§ How to complete this task
The whole listing needs to be written out exactly, except for any images.
[Start of Attachment]
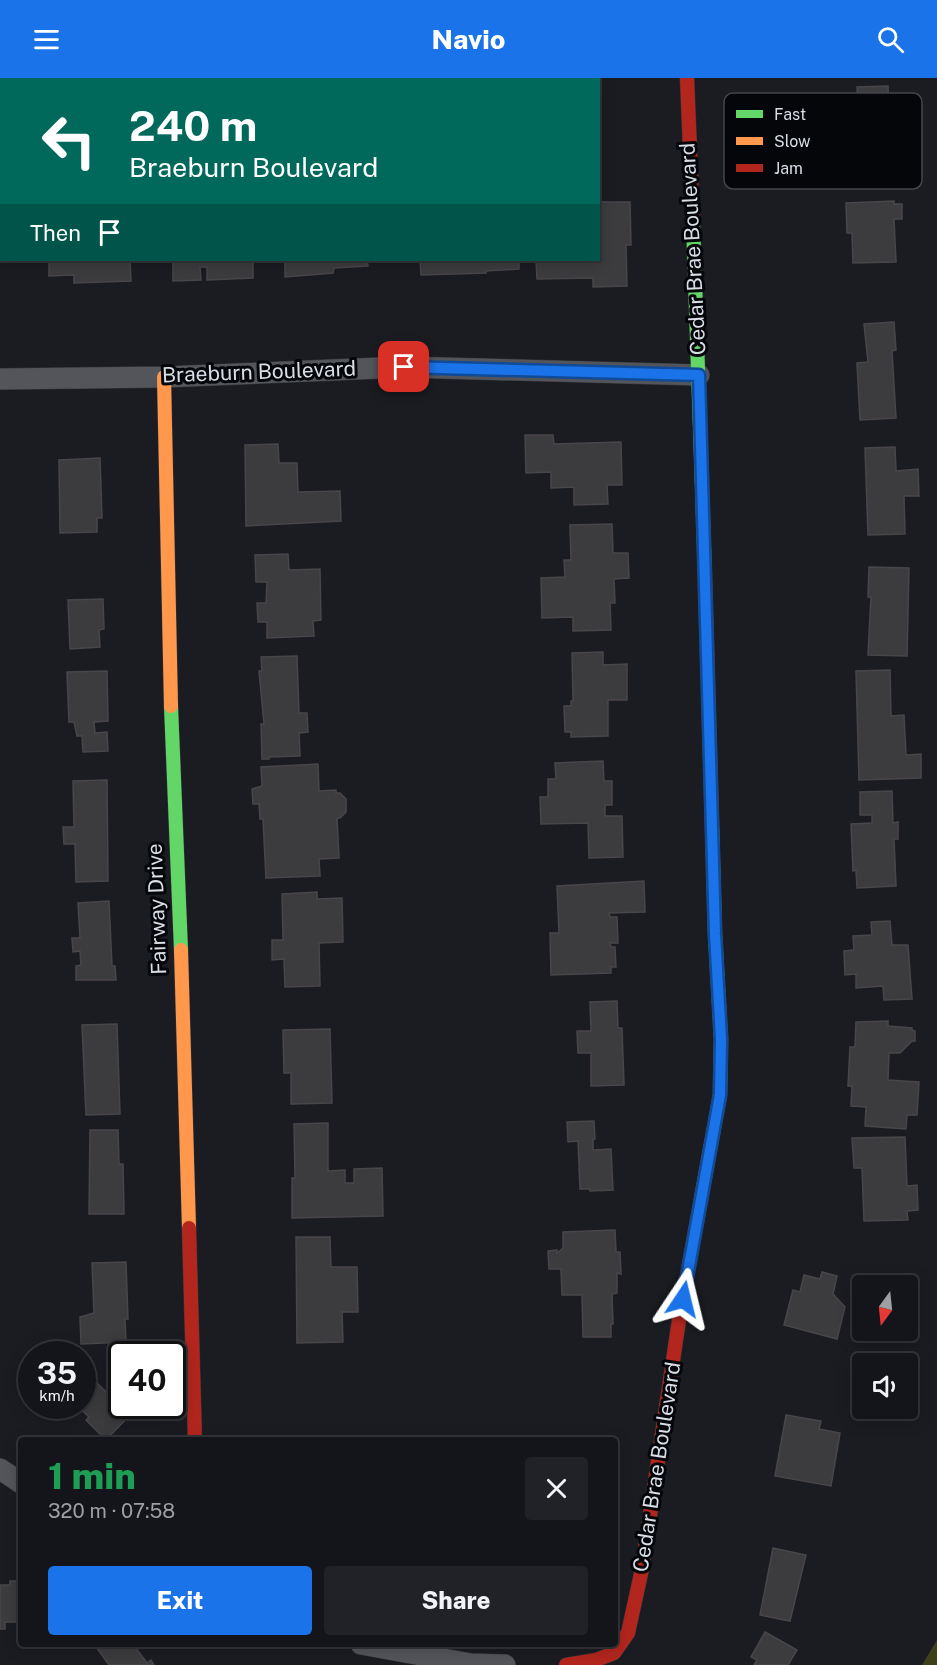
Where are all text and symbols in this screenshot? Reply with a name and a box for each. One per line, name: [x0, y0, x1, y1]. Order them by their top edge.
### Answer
icon: menu: [30, 23, 63, 56]
text: Navio: [432, 23, 505, 55]
icon: search: [874, 23, 907, 56]
legend: [724, 93, 922, 189]
text: 240 m: [129, 101, 257, 150]
icon: left: [30, 102, 108, 180]
text: Fast: [774, 105, 806, 124]
text: Slow: [774, 132, 811, 151]
street label: Cedar Brae Boulevard: [674, 142, 711, 356]
text: Braeburn Boulevard: [129, 151, 378, 183]
text: Jam: [774, 159, 803, 178]
icon: arrive: [93, 216, 126, 249]
text: Then: [30, 220, 81, 246]
pin: [378, 341, 429, 392]
icon: arrive: [387, 350, 420, 383]
street label: Braeburn Boulevard: [162, 356, 356, 387]
street label: Fairway Drive: [142, 843, 171, 975]
position arrow: [651, 1267, 715, 1331]
north arrow: [852, 1275, 918, 1341]
map controls: [852, 1275, 918, 1419]
speed limit sign: 40: [108, 1341, 186, 1419]
button: sound: [852, 1353, 918, 1419]
text: 35: [37, 1355, 77, 1391]
street label: Cedar Brae Boulevard: [628, 1360, 685, 1574]
text: km/h: [39, 1387, 75, 1404]
text: 1 min: [48, 1455, 136, 1497]
button: close: [525, 1457, 588, 1520]
text: 320 m · 07:58: [48, 1499, 175, 1523]
button: Exit: [48, 1566, 312, 1635]
button: Share: [324, 1566, 588, 1635]

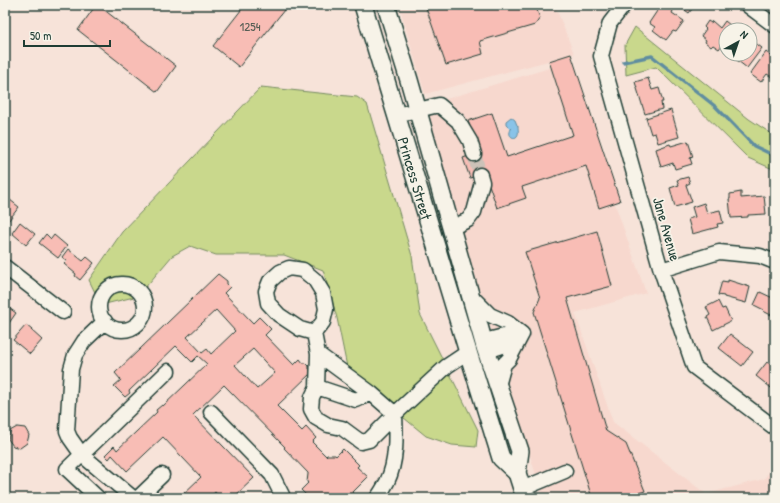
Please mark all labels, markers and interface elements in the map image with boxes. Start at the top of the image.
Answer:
house number: 1254 [239,17,261,35]
scale bar [24,22,110,48]
north arrow [718,22,758,62]
text: 50 m [30,27,51,44]
text: N [738,27,751,42]
street label: Princess Street [393,135,438,223]
street label: Jane Avenue [648,195,686,263]

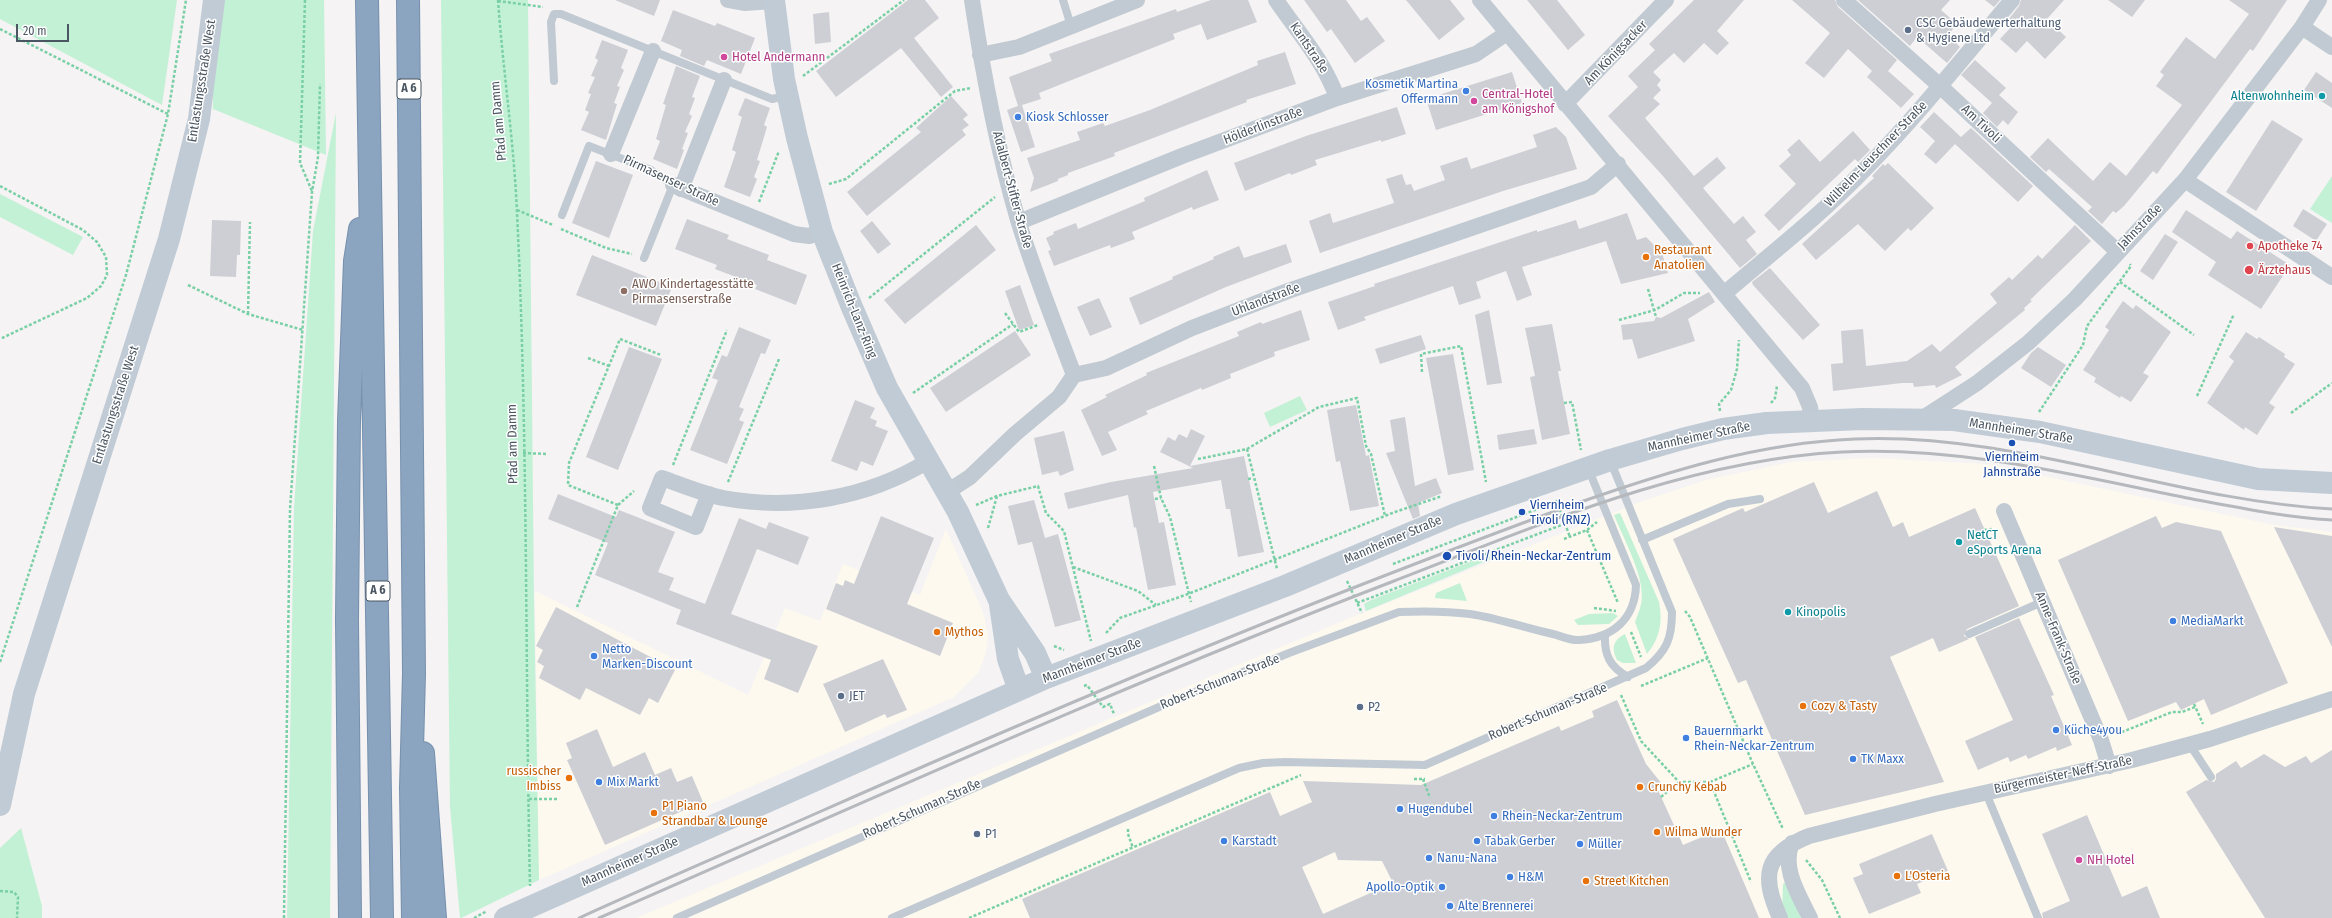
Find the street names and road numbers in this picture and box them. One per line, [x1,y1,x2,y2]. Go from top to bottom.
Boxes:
street label: Am Königsacker [1581,17,1651,89]
street label: Entlastungsstraße West [185,19,219,143]
street label: Kantstraße [1286,20,1332,76]
road number: A 6 [397,79,421,99]
street label: Pfad am Damm [488,80,510,162]
street label: Wilhelm-Leuschner-Straße [1821,98,1931,210]
street label: Am Tivoli [1958,102,2004,146]
street label: Hölderlinstraße [1221,104,1305,148]
street label: Adalbert-Stifter-Straße [989,130,1035,250]
street label: Pirmasenser Straße [621,152,721,210]
street label: Jahnstraße [2114,201,2166,253]
street label: Heinrich-Lanz-Ring [828,261,880,361]
street label: Uhlandstraße [1230,280,1302,320]
street label: Entlastungsstraße West [89,344,143,466]
street label: Pfad am Damm [505,404,521,484]
street label: Mannheimer Straße [1968,415,2074,447]
street label: Mannheimer Straße [1646,419,1752,455]
street label: Mannheimer Straße [1342,512,1444,568]
road number: A 6 [366,581,390,601]
street label: Anne-Frank-Straße [2032,589,2084,687]
street label: Mannheimer Straße [1040,635,1144,687]
street label: Robert-Schuman-Straße [1158,651,1282,713]
street label: Robert-Schuman-Straße [1486,680,1610,744]
street label: Bürgermeister-Neff-Straße [1993,753,2133,797]
street label: Robert-Schuman-Straße [861,776,983,842]
street label: Mannheimer Straße [579,834,681,890]

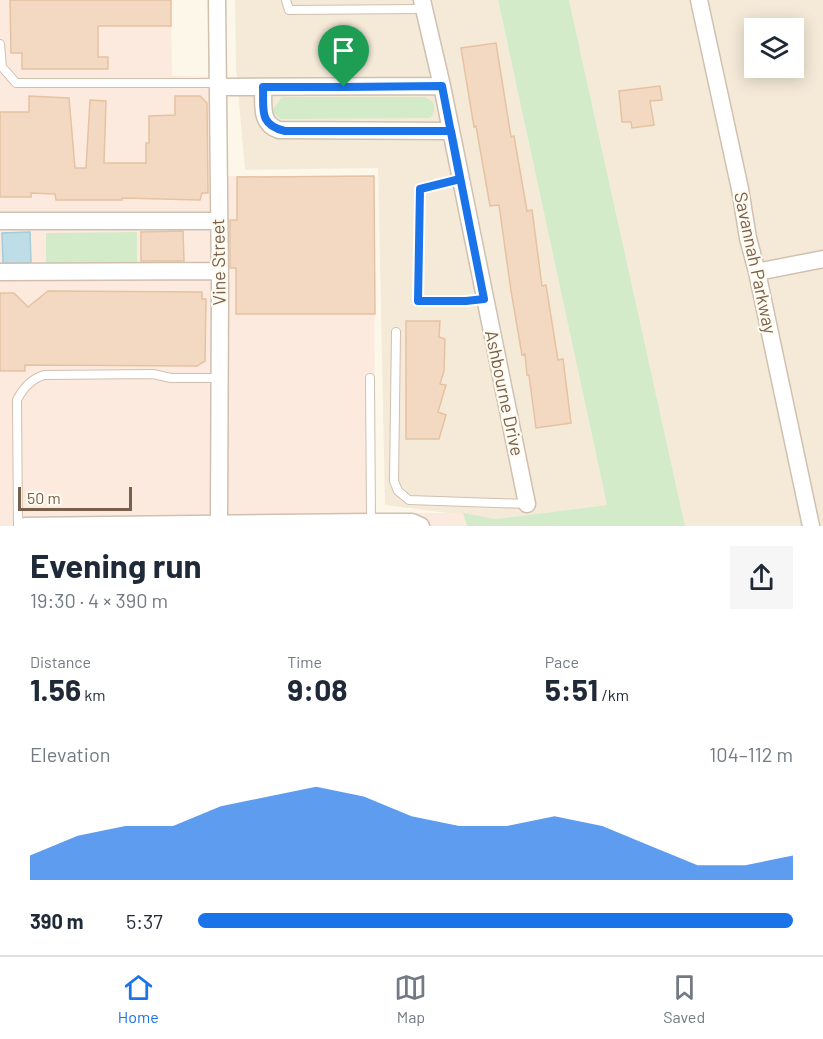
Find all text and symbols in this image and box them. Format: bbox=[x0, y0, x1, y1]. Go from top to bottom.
[End of Attachment]
§ Answer for the task
Where are all text and symbols in this screenshot? Reply with a name and a box for each. One per line, name: [x0, y0, x1, y1]. Order them by their top edge.
### Answer
icon: menu: [30, 23, 63, 56]
text: Navio: [432, 23, 505, 55]
icon: search: [874, 23, 907, 56]
legend: [724, 93, 922, 189]
text: 240 m: [129, 101, 257, 150]
icon: left: [30, 102, 108, 180]
text: Fast: [774, 105, 806, 124]
text: Slow: [774, 132, 811, 151]
street label: Cedar Brae Boulevard: [674, 142, 711, 356]
text: Braeburn Boulevard: [129, 151, 378, 183]
text: Jam: [774, 159, 803, 178]
icon: arrive: [93, 216, 126, 249]
text: Then: [30, 220, 81, 246]
pin: [378, 341, 429, 392]
icon: arrive: [387, 350, 420, 383]
street label: Braeburn Boulevard: [162, 356, 356, 387]
street label: Fairway Drive: [142, 843, 171, 975]
position arrow: [651, 1267, 715, 1331]
north arrow: [852, 1275, 918, 1341]
map controls: [852, 1275, 918, 1419]
speed limit sign: 40: [108, 1341, 186, 1419]
button: sound: [852, 1353, 918, 1419]
text: 35: [37, 1355, 77, 1391]
street label: Cedar Brae Boulevard: [628, 1360, 685, 1574]
text: km/h: [39, 1387, 75, 1404]
text: 1 min: [48, 1455, 136, 1497]
button: close: [525, 1457, 588, 1520]
text: 320 m · 07:58: [48, 1499, 175, 1523]
button: Exit: [48, 1566, 312, 1635]
button: Share: [324, 1566, 588, 1635]

Please mark all labels, markers and interface elements in the map image with boxes. Start at the top of the image.
Answer:
house number: 1254 [239,17,261,35]
scale bar [24,22,110,48]
north arrow [718,22,758,62]
text: 50 m [30,27,51,44]
text: N [738,27,751,42]
street label: Princess Street [393,135,438,223]
street label: Jane Avenue [648,195,686,263]

Find the street names and road numbers in this picture and box them. One per line, [x1,y1,x2,y2]. Go from top to bottom.
Boxes:
street label: Am Königsacker [1581,17,1651,89]
street label: Entlastungsstraße West [185,19,219,143]
street label: Kantstraße [1286,20,1332,76]
road number: A 6 [397,79,421,99]
street label: Pfad am Damm [488,80,510,162]
street label: Wilhelm-Leuschner-Straße [1821,98,1931,210]
street label: Am Tivoli [1958,102,2004,146]
street label: Hölderlinstraße [1221,104,1305,148]
street label: Adalbert-Stifter-Straße [989,130,1035,250]
street label: Pirmasenser Straße [621,152,721,210]
street label: Jahnstraße [2114,201,2166,253]
street label: Heinrich-Lanz-Ring [828,261,880,361]
street label: Uhlandstraße [1230,280,1302,320]
street label: Entlastungsstraße West [89,344,143,466]
street label: Pfad am Damm [505,404,521,484]
street label: Mannheimer Straße [1968,415,2074,447]
street label: Mannheimer Straße [1646,419,1752,455]
street label: Mannheimer Straße [1342,512,1444,568]
road number: A 6 [366,581,390,601]
street label: Anne-Frank-Straße [2032,589,2084,687]
street label: Mannheimer Straße [1040,635,1144,687]
street label: Robert-Schuman-Straße [1158,651,1282,713]
street label: Robert-Schuman-Straße [1486,680,1610,744]
street label: Bürgermeister-Neff-Straße [1993,753,2133,797]
street label: Robert-Schuman-Straße [861,776,983,842]
street label: Mannheimer Straße [579,834,681,890]

Find all text and symbols in this image and box them. Format: bbox=[x0, y0, x1, y1]. Go from top to bottom.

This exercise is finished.